Although informative, our research highlights the need to design prospective studies to address the identified shortfalls. The use of registry-based data designed at the onset of the pandemic (at risk of missing data) is one of the main shortcomings of our research. This did not allow us to provide a full understanding of comorbidity (e.g., very low prevalence of reported obesity and HIV) and, as a result, we did not include each comorbidity in the updated models to prevent misleading interpretation. Similarly, roughly 2% of patients hospitalized for COVID-19 missed final clinical outcome but no difference was observed for other baseline characteristics compared to included patients. Moreover, COVID-19 clinical severity, laboratory and imaging results were not routinely recorded in the national public health record and were consequently not included in this first study. Although one might assume that hospitalized patients were more likely to present with moderate to severe COVID-19 stage we also acknowledge that not considering this information might bias our findings either away, or towards the true effect.
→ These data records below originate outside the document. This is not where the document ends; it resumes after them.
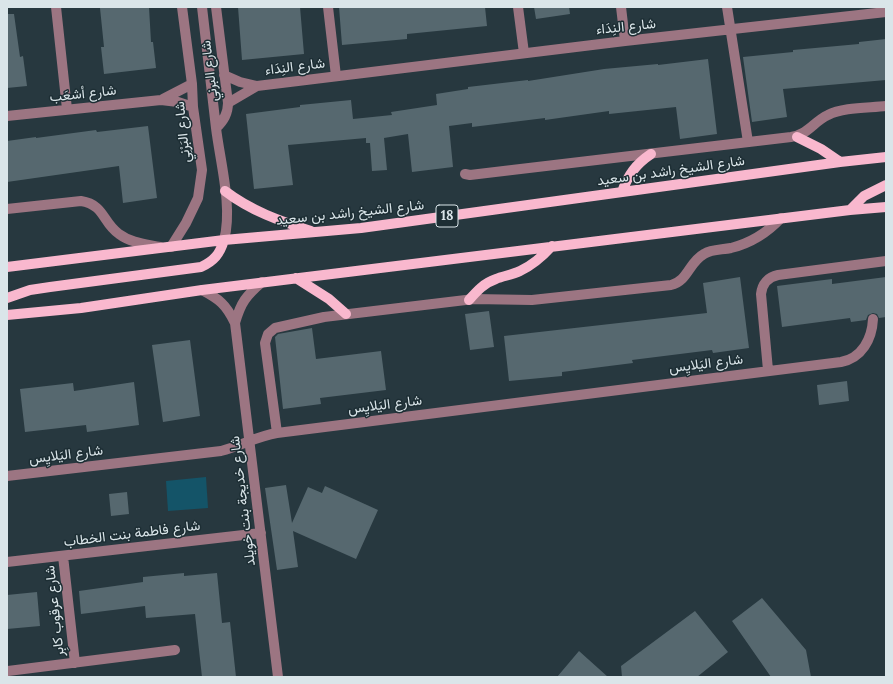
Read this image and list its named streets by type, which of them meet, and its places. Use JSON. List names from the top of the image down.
{
  "streets": {
    "main road": ["شارع الشيخ راشد بن سعيد", "18"],
    "street": [
      "شارع النِدَاء",
      "شارع البرني",
      "شارع أشعَب",
      "شارع البَرْنِي",
      "شارع اليَلايِس",
      "شارع خديجة بنت خويلد",
      "شارع فاطمة بنت الخطاب",
      "شارع عرقوب كابِر"
    ]
  },
  "crossings": [
    ["شارع النِدَاء", "شارع البرني"],
    ["شارع أشعَب", "شارع البَرْنِي"],
    ["شارع البَرْنِي", "شارع الشيخ راشد بن سعيد"],
    ["شارع اليَلايِس", "شارع خديجة بنت خويلد"],
    ["شارع خديجة بنت خويلد", "شارع فاطمة بنت الخطاب"],
    ["شارع فاطمة بنت الخطاب", "شارع عرقوب كابِر"]
  ]
}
However, our research included a comprehensive data from all eight provinces in Niger and thus offered a thorough real-world description of COVID-19 epidemiology in this humanitarian setting. Moreover, while this is the first report from Niger, we are also the first to compare the variation in clinical features among all hospitalized patients quarantined for COVID-19 infection, considering this region has the highest burden of other respiratory diseases in Africa.